The Minister for Workplace Relations and Safety, Michael Wood, says the aim of the proposed legislation is to protect vulnerable workers, strengthen trade, and champion human rights.
“New Zealanders have a growing awareness around the issue of worker exploitation and modern slavery in supply chains, and they expect that the goods and services they purchase in New Zealand are not contributing to this harm. That’s why we are publishing proposed legislative options to help prevent modern slavery and worker exploitation,” he says.
The consultation document details the responsibilities for businesses of all sizes, with greater responsibilities required of larger enterprises. Proposed responsibilities include:
- All organisations would need to take action if they become aware of modern slavery or worker exploitation in their supply chains.
- Medium and large organisations would be required to disclose the steps they are taking to address modern slavery.
- Large organisations and those with control over New Zealand employers would be required to undertake due diligence.
Aid agency World Vision New Zealand says more than 40 million people worldwide are currently trapped in modern slavery, which includes forced labour, child labour, and debt bondage.
World Vision’s national director, Grant Bayldon (pictured below), says there’s a groundswell of support from the general public and the business community to address modern slavery.
He says more than 100 New Zealand companies signed an open letter last year in support of laws to address modern slavery. A further 37,000 people signed a public petition to this effect.
“We know that most Kiwi businesses value the wellbeing of the people involved in making the products and services they sell.

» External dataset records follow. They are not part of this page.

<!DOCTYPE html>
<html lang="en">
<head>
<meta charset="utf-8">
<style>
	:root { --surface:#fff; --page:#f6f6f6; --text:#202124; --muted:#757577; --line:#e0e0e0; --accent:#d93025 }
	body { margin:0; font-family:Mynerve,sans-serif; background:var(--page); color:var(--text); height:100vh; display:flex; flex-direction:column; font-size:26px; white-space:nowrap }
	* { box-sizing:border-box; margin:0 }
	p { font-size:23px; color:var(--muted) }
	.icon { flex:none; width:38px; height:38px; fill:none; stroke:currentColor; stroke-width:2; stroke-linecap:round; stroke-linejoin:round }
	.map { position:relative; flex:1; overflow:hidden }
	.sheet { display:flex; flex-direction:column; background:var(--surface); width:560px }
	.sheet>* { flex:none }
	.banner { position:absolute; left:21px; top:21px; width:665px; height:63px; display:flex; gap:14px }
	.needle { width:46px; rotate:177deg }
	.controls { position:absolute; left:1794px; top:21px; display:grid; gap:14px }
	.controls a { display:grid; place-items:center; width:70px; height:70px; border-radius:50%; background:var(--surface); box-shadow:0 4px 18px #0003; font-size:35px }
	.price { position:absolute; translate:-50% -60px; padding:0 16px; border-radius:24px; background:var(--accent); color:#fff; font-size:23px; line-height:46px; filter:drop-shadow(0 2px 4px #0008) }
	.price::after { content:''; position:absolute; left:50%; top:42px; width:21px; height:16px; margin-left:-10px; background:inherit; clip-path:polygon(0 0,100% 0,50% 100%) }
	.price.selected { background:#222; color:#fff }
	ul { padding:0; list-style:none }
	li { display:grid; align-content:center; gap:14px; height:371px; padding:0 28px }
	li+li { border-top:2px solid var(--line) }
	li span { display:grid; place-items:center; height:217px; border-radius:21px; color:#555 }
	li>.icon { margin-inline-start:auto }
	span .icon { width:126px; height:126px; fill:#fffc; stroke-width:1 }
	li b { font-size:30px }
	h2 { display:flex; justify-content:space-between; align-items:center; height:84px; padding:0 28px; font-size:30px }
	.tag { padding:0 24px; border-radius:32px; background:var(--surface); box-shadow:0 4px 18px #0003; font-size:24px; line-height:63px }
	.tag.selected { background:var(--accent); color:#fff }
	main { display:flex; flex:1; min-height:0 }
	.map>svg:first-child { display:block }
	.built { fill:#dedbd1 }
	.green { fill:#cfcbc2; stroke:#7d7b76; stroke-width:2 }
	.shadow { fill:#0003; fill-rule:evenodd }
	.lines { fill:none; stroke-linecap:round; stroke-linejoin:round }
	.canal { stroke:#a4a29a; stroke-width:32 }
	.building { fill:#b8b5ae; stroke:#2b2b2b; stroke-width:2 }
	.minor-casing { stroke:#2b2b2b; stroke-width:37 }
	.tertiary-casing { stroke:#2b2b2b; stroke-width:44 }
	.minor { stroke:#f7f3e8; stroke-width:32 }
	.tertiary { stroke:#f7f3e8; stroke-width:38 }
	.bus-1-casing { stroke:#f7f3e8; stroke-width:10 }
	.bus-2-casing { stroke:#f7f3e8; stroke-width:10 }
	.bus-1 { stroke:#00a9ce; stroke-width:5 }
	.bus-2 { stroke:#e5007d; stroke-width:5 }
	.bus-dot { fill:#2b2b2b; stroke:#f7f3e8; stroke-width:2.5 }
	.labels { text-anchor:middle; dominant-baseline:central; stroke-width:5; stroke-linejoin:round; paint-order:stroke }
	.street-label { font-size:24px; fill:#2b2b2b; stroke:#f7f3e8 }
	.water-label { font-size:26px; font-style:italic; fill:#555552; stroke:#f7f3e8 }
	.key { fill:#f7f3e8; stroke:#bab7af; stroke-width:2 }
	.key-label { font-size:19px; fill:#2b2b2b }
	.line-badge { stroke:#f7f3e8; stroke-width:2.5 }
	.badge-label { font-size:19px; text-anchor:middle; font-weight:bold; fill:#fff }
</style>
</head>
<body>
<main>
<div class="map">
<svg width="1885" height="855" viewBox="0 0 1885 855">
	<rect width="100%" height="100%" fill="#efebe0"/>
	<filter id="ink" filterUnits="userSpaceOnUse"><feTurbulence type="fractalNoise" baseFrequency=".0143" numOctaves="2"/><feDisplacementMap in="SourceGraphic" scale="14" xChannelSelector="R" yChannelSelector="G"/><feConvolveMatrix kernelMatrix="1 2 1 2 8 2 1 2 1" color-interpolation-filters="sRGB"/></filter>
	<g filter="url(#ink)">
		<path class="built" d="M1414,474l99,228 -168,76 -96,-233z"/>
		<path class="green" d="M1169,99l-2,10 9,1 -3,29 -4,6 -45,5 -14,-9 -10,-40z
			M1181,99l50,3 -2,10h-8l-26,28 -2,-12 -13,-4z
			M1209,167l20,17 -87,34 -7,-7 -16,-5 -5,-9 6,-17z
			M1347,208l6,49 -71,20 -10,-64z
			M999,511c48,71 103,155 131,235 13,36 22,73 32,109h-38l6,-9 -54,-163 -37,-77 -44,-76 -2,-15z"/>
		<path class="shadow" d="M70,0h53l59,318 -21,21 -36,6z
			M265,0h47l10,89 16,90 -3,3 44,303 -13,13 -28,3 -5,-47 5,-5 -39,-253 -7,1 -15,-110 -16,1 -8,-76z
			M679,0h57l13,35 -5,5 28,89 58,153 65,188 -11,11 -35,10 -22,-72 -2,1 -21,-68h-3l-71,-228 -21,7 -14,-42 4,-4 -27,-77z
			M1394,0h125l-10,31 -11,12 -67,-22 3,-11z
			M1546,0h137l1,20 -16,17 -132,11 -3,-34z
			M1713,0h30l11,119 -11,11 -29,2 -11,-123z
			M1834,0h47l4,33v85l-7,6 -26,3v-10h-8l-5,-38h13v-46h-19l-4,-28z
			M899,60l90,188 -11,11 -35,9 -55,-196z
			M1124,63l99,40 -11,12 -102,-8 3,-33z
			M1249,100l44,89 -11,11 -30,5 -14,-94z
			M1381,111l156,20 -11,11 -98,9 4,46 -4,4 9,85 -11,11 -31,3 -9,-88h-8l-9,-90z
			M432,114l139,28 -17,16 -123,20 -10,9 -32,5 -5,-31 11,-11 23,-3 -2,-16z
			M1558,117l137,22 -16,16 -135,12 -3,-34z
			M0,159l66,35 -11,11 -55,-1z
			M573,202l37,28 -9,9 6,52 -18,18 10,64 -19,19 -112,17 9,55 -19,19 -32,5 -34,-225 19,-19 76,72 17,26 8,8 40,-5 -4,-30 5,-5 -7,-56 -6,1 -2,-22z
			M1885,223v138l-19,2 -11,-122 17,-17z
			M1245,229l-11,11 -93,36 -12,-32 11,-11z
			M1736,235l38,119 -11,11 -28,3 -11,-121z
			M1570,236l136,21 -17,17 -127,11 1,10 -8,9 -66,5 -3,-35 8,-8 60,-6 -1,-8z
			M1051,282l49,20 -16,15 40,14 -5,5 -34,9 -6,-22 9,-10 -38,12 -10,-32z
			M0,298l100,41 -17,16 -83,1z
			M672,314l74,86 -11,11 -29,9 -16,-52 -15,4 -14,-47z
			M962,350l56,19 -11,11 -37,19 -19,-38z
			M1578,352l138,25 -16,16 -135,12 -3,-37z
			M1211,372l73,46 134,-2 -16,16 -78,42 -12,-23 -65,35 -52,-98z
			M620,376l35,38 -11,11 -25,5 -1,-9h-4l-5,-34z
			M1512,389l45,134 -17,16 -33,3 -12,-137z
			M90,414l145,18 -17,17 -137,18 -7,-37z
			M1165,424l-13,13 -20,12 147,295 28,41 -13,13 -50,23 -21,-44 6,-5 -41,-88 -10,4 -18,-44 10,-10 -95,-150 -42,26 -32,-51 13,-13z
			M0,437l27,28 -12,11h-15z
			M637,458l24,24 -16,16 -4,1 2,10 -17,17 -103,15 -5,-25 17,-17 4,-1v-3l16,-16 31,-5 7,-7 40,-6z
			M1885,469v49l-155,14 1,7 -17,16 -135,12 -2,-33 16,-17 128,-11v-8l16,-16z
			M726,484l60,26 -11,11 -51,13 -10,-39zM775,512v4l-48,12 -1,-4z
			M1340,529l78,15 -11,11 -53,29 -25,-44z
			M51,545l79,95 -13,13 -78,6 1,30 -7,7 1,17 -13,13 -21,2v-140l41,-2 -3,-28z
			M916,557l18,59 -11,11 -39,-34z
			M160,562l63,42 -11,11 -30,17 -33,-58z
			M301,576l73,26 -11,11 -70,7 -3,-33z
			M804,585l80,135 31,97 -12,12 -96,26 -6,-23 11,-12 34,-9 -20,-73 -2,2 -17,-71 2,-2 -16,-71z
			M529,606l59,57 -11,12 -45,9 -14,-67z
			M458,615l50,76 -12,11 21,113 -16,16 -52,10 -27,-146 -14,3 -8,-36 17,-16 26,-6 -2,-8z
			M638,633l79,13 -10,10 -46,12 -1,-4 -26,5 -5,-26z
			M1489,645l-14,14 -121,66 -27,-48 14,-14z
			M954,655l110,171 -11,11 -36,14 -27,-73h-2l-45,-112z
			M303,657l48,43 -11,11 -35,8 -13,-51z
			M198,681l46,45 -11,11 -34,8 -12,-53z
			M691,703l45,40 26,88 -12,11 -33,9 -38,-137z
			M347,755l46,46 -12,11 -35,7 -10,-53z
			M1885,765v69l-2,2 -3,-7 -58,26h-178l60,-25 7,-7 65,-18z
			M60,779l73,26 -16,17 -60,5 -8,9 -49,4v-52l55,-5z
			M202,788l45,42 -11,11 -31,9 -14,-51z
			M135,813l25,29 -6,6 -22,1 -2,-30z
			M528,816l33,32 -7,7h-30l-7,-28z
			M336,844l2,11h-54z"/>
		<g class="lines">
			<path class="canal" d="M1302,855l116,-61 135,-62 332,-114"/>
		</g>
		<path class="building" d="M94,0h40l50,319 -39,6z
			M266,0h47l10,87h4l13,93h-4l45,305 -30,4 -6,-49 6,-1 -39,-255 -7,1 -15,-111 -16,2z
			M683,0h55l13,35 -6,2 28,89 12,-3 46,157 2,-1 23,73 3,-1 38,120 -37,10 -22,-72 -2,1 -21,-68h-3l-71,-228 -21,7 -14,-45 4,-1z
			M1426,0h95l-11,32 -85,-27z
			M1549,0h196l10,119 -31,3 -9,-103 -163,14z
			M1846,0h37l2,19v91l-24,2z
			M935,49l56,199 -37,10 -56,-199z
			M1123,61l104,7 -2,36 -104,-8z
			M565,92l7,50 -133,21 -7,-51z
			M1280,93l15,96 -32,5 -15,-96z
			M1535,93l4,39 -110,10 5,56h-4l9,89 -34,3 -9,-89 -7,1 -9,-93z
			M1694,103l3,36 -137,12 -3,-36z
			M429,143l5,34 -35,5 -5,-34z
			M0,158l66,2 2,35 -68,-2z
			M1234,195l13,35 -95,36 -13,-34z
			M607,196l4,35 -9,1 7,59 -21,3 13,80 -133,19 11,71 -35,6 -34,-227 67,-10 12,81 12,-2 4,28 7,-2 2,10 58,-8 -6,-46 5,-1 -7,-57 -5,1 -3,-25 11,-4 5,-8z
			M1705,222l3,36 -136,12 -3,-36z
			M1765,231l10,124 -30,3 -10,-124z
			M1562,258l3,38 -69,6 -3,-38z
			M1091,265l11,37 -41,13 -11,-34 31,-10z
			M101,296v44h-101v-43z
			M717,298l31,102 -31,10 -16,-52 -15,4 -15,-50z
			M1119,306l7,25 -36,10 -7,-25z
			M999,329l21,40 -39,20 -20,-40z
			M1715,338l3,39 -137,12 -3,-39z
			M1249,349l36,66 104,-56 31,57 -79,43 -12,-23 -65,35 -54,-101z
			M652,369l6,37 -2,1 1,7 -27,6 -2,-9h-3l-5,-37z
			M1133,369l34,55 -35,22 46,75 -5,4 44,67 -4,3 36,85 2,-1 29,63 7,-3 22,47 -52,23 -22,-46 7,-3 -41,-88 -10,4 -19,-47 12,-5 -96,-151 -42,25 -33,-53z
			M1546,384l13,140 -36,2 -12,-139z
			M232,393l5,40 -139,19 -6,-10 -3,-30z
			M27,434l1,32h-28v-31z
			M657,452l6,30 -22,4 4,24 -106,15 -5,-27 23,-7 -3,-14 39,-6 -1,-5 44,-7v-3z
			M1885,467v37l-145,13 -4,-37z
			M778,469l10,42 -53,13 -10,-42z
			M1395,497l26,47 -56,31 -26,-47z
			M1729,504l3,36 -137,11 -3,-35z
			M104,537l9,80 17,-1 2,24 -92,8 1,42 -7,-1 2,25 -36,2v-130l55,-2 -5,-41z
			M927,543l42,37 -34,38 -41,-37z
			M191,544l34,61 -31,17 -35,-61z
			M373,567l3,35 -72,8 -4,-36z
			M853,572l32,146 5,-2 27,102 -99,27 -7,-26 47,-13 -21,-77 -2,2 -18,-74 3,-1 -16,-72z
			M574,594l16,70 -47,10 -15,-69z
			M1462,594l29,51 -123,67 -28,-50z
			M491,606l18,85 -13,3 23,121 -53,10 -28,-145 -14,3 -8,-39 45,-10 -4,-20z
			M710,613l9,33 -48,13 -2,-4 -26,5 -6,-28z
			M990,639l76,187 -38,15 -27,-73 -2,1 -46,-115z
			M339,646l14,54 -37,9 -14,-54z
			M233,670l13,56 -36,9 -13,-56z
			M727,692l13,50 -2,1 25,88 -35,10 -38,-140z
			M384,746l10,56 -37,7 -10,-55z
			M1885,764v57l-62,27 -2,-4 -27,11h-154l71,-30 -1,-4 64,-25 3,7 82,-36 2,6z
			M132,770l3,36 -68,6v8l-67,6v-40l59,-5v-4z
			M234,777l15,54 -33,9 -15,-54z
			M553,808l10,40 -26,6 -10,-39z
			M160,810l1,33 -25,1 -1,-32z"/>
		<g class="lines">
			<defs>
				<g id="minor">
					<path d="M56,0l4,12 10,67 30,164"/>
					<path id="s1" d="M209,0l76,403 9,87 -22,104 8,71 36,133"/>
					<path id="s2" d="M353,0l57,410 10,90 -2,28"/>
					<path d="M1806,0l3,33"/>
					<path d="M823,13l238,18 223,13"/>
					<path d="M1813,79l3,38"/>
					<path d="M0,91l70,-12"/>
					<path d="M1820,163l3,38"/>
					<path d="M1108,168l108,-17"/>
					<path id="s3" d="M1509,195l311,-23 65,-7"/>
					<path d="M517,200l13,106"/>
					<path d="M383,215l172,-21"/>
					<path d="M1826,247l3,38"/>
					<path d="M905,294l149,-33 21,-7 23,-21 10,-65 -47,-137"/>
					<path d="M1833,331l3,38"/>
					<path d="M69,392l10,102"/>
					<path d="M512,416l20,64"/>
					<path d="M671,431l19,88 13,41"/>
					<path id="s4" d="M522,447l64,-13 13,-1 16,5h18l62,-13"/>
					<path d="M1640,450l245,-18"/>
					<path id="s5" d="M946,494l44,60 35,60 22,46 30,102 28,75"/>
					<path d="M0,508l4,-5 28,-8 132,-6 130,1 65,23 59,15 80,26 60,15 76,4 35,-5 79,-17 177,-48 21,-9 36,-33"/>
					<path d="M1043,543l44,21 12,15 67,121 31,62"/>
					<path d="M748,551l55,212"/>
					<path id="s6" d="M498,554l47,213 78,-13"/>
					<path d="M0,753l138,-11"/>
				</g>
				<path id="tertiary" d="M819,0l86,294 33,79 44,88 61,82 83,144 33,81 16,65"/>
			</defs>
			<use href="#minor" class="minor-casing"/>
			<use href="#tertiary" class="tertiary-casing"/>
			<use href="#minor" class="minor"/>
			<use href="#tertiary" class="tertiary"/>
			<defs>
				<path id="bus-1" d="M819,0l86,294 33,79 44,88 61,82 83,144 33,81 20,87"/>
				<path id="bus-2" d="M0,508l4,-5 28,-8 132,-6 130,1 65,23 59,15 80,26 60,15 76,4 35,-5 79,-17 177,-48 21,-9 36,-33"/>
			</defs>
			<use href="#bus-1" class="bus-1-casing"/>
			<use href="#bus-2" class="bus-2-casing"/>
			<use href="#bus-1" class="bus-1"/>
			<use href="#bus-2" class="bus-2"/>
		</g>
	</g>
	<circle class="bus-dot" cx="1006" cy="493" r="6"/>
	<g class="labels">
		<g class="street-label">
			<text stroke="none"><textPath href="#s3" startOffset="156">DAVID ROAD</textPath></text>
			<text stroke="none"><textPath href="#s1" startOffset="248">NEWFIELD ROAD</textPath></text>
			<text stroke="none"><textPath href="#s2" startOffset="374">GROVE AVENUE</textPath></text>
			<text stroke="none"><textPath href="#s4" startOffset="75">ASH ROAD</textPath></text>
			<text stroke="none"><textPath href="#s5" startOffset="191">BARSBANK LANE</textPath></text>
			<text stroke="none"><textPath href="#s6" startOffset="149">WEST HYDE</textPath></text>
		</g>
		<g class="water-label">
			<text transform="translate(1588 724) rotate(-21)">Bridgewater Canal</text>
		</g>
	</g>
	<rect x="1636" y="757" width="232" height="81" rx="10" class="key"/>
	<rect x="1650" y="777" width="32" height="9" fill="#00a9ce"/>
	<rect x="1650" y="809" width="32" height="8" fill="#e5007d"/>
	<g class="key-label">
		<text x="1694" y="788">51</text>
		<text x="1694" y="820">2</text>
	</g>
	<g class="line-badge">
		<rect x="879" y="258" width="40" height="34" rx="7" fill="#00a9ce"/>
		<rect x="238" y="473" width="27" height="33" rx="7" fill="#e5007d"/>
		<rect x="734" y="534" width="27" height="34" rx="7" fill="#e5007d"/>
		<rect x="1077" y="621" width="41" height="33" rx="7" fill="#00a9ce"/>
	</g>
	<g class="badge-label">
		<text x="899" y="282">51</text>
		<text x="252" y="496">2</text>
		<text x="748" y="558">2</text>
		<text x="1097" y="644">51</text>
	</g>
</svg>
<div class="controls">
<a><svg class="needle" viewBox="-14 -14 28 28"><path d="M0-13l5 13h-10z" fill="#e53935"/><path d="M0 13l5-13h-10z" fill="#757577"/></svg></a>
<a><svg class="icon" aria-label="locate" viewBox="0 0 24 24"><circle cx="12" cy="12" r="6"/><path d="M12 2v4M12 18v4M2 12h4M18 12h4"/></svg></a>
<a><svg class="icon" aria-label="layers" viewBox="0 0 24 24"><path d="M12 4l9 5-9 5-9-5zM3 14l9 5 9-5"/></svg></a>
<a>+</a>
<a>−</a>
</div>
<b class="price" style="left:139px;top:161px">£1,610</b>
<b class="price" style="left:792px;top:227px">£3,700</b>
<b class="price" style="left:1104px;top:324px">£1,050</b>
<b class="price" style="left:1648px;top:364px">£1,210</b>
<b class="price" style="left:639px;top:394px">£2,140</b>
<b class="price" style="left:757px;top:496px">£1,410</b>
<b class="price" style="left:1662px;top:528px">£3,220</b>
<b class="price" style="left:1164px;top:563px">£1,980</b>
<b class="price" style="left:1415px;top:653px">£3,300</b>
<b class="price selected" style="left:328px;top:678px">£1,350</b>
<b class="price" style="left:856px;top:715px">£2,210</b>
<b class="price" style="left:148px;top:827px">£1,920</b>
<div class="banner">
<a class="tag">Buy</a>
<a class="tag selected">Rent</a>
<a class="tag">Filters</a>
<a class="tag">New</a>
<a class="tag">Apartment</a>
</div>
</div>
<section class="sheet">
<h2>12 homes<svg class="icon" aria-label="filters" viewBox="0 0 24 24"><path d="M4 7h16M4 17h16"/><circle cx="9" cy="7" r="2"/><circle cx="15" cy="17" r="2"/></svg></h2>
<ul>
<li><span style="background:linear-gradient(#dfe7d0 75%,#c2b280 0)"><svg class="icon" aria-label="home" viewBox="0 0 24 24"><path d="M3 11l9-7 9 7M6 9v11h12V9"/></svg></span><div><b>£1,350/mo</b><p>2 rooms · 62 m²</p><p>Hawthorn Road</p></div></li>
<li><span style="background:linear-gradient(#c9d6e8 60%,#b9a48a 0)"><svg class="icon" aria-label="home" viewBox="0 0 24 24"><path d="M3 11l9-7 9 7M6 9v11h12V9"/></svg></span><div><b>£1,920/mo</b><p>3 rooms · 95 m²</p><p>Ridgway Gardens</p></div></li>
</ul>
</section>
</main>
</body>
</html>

And we know that the business community has the ability to make decisions that will help stop child labour and slavery in other countries and in New Zealand.
“Given that, we’d urge businesses of all sizes to submit to support this proposed legislation and provide feedback to the Government so that this law works for everyone in business,” he says.
New Zealand clothing retailer, Kathmandu, is supportive of the proposed legislation and has already taken steps to address modern slavery in its supply chains. It’s social impact manager, Gary Shaw, says Kathmandu knew there were issues with its supply chain, but it was compelled to make changes to ensure the business’s operations reflected its brand values.
“We know we have had a very imperfect international supply chain, sourcing products and materials from countries with very different understandings of human rights, gender equality and human dignity.
“It is therefore imperative that we are proactive in taking steps to ensure that we have transparency in our supply chain and that we work collaboratively to address those imperfections. It’s meant we’ve been willing to change our mindset and make business decisions that consider profit, people and planet equally,” he says.
Shaw encourages businesses to see the proposed legislation as an opportunity rather than red tape.
“The evidence is clear that those businesses who embrace rather than avoid this journey enjoy higher levels of employee engagement and are more profitable in the long term,” he says.
The chair of the Modern Slavery Leadership Advisory Group, businessman Rob Fyfe, says it’s time for the business community to lead from the front.
“I believe as business leaders, consumers, and New Zealanders, it’s long overdue that we step up and take greater responsibility for protecting the fundamental human freedoms of all those involved in the production of the goods and services we consume,” he says.
“I find it unimaginable that in 2022 there are over 25 million people around the world who are being forced to work in slave-like conditions. Usually, these practices are not in plain sight, so if we choose not to look, not to do appropriate due diligence and audits, not to follow up on whistle-blower complaints, and to adopt an attitude of “out of sight, out of mind” – then we implicitly become a party to this evil.”
Small to medium-sized companies are encouraged to respond to the 28 questions in the consultation document or make a submission using World Vision’s easy-to-use submission template.